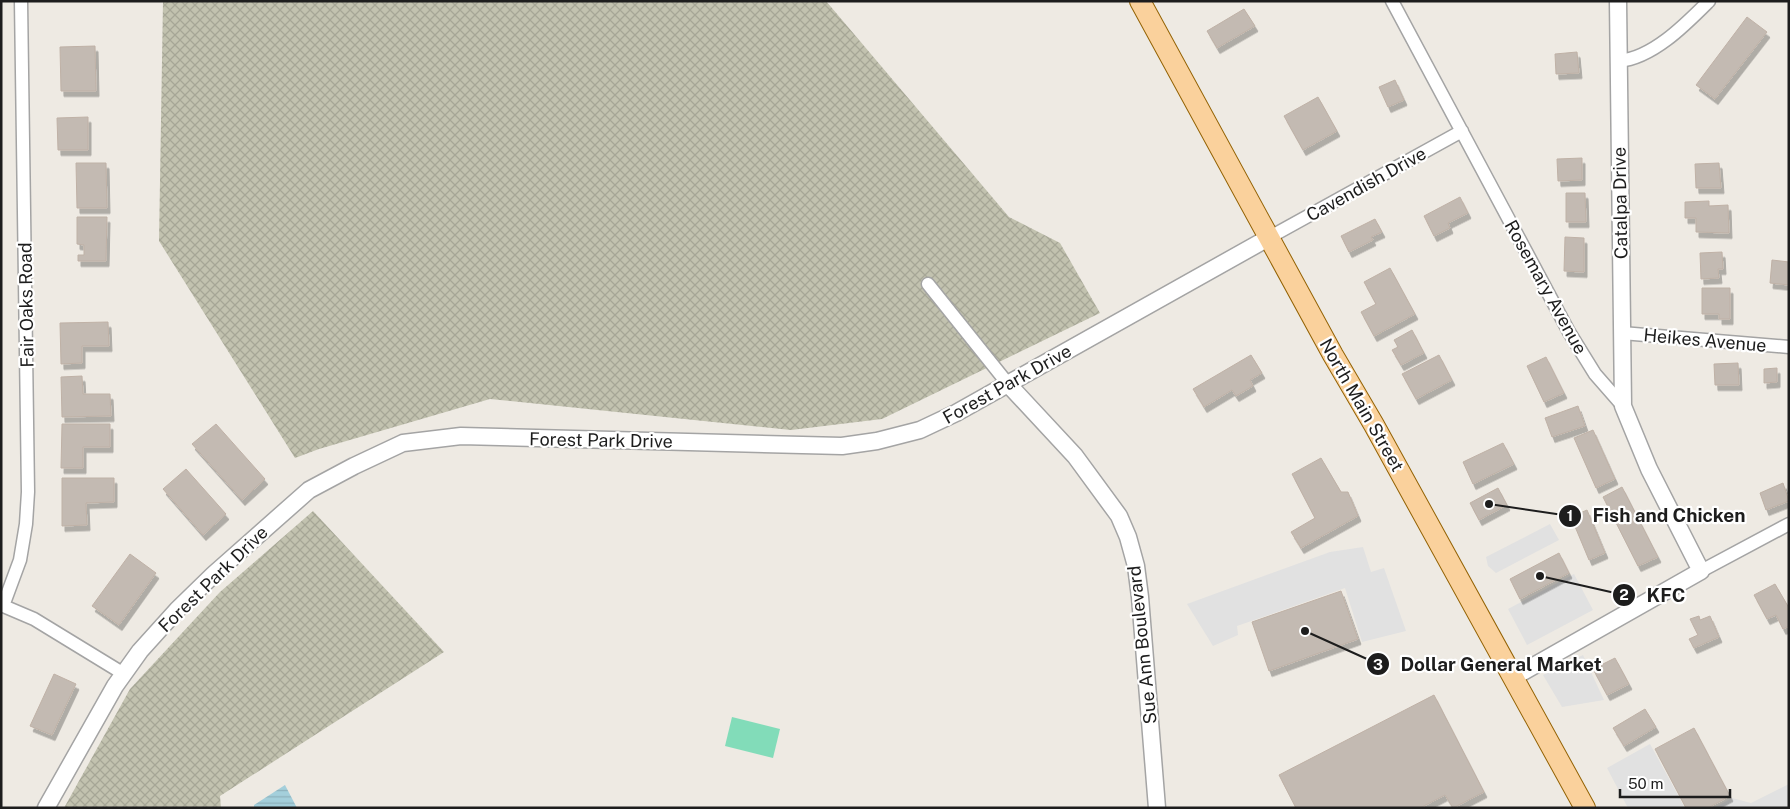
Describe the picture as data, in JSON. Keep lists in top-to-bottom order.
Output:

---

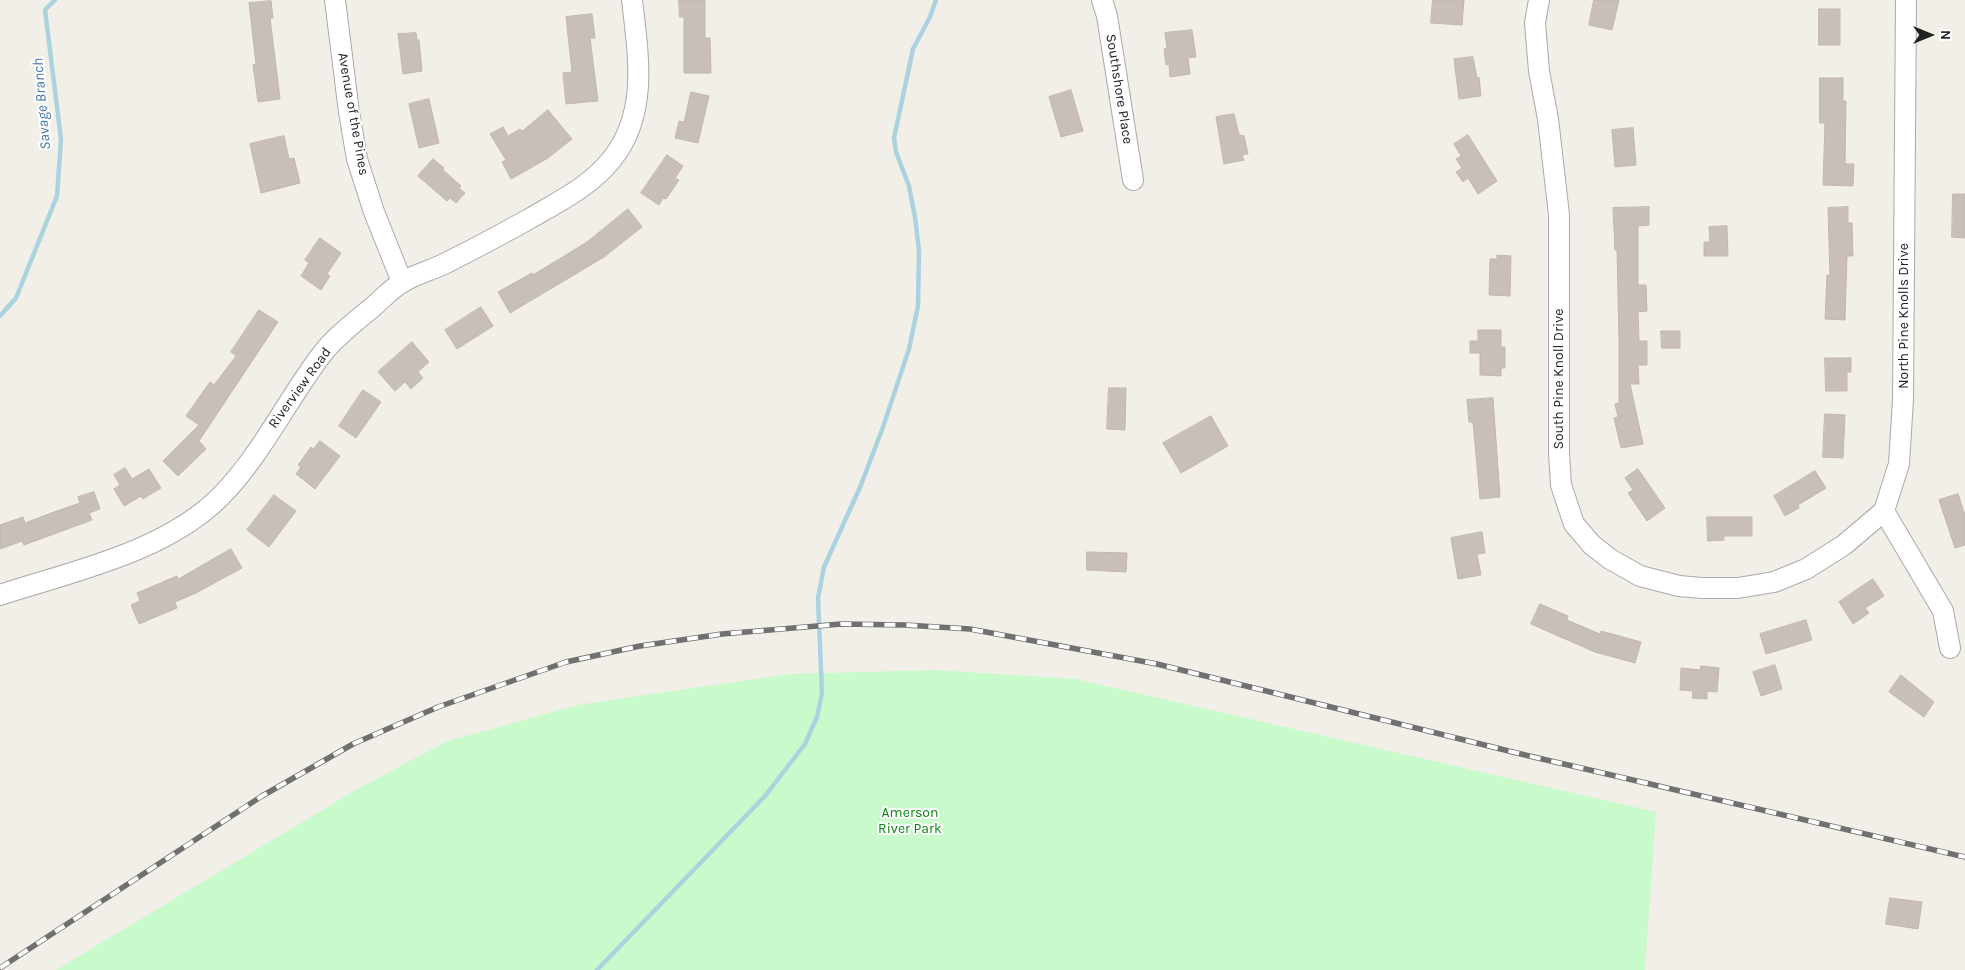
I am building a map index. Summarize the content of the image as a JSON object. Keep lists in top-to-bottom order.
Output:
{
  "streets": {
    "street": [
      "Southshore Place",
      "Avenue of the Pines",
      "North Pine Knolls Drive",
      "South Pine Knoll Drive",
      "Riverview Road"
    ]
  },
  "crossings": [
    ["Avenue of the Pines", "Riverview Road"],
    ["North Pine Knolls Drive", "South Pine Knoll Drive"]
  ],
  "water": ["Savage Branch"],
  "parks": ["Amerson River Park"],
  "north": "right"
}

Problem to work on:
Search the listing for the word "lists" and return each line that holds it.

Worked solution:
Describe the picture as data, in JSON. Keep lists in top-to-bottom order.
I am building a map index. Summarize the content of the image as a JSON object. Keep lists in top-to-bottom order.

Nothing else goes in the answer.